LISTED ENTRIES:
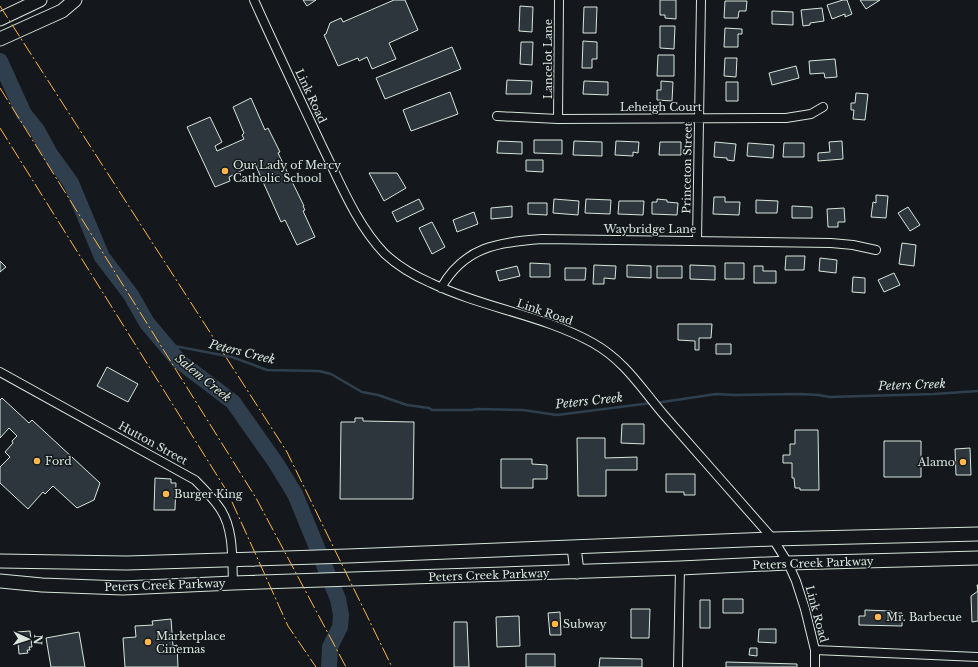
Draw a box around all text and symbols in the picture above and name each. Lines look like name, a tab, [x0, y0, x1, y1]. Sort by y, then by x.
street label: Lancelot Lane	[541, 19, 555, 99]
street label: Link Road	[292, 67, 330, 126]
street label: Leheigh Court	[620, 100, 703, 114]
street label: Princeton Street	[679, 121, 695, 214]
place label: Our Lady of Mercy Catholic School	[233, 158, 341, 185]
marker: Our Lady of Mercy Catholic School	[220, 166, 230, 176]
street label: Waybridge Lane	[603, 222, 696, 236]
street label: Link Road	[515, 296, 575, 328]
water label: Peters Creek	[207, 336, 277, 367]
water label: Salem Creek	[172, 350, 234, 405]
water label: Peters Creek	[877, 376, 946, 393]
water label: Peters Creek	[554, 390, 623, 412]
street label: Hutton Street	[116, 418, 191, 468]
place label: Ford	[45, 454, 72, 468]
place label: Alamo	[917, 455, 955, 469]
marker: Ford	[32, 456, 42, 466]
marker: Alamo	[958, 457, 968, 467]
place label: Burger King	[174, 487, 243, 501]
marker: Burger King	[161, 489, 171, 499]
street label: Peters Creek Parkway	[752, 554, 874, 572]
street label: Peters Creek Parkway	[428, 566, 550, 584]
street label: Peters Creek Parkway	[104, 576, 226, 594]
street label: Link Road	[803, 584, 831, 645]
place label: Mr. Barbecue	[886, 610, 962, 624]
marker: Mr. Barbecue	[873, 612, 883, 622]
place label: Subway	[563, 617, 607, 631]
north arrow	[8, 619, 48, 659]
marker: Subway	[550, 619, 560, 629]
place label: Marketplace Cinemas	[156, 629, 226, 656]
text: N	[31, 634, 45, 646]
marker: Marketplace Cinemas	[143, 637, 153, 647]

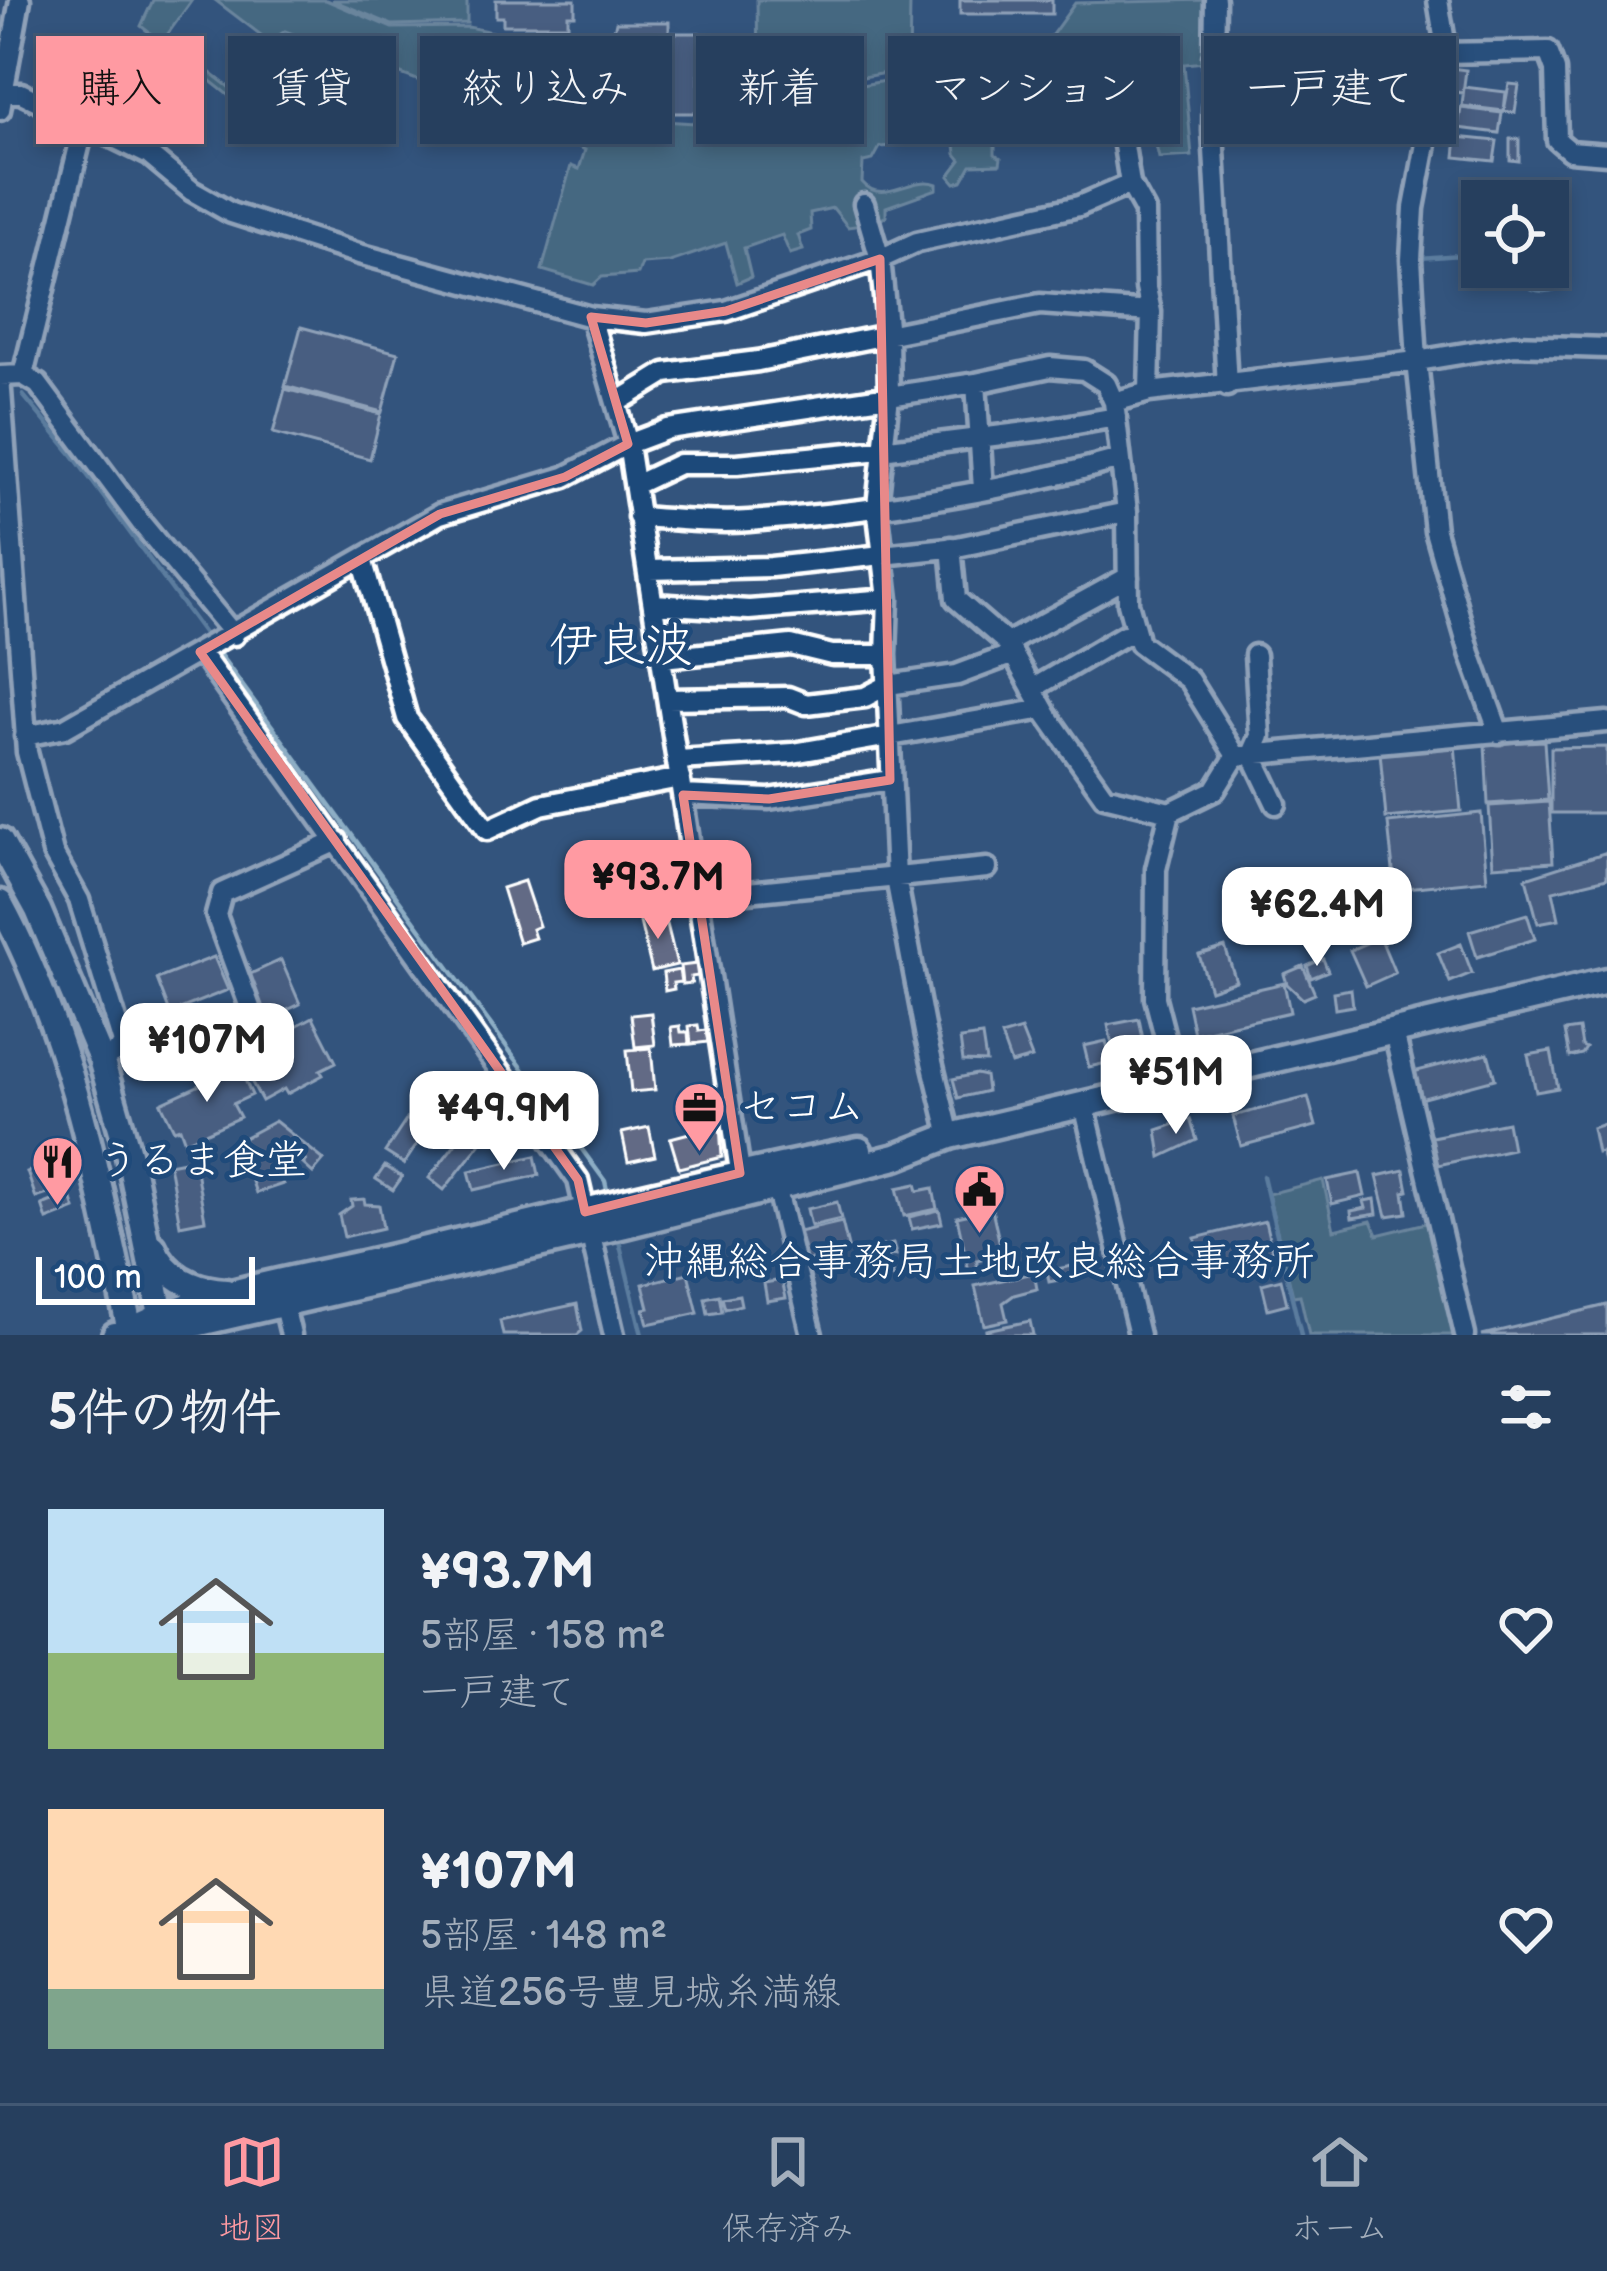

PROBLEM DETAILS: Every line that contains the string "School" should be copied from the records.

EXPECTED ANSWER:
place label: Our Lady of Mercy Catholic School	[233, 158, 341, 185]
marker: Our Lady of Mercy Catholic School	[220, 166, 230, 176]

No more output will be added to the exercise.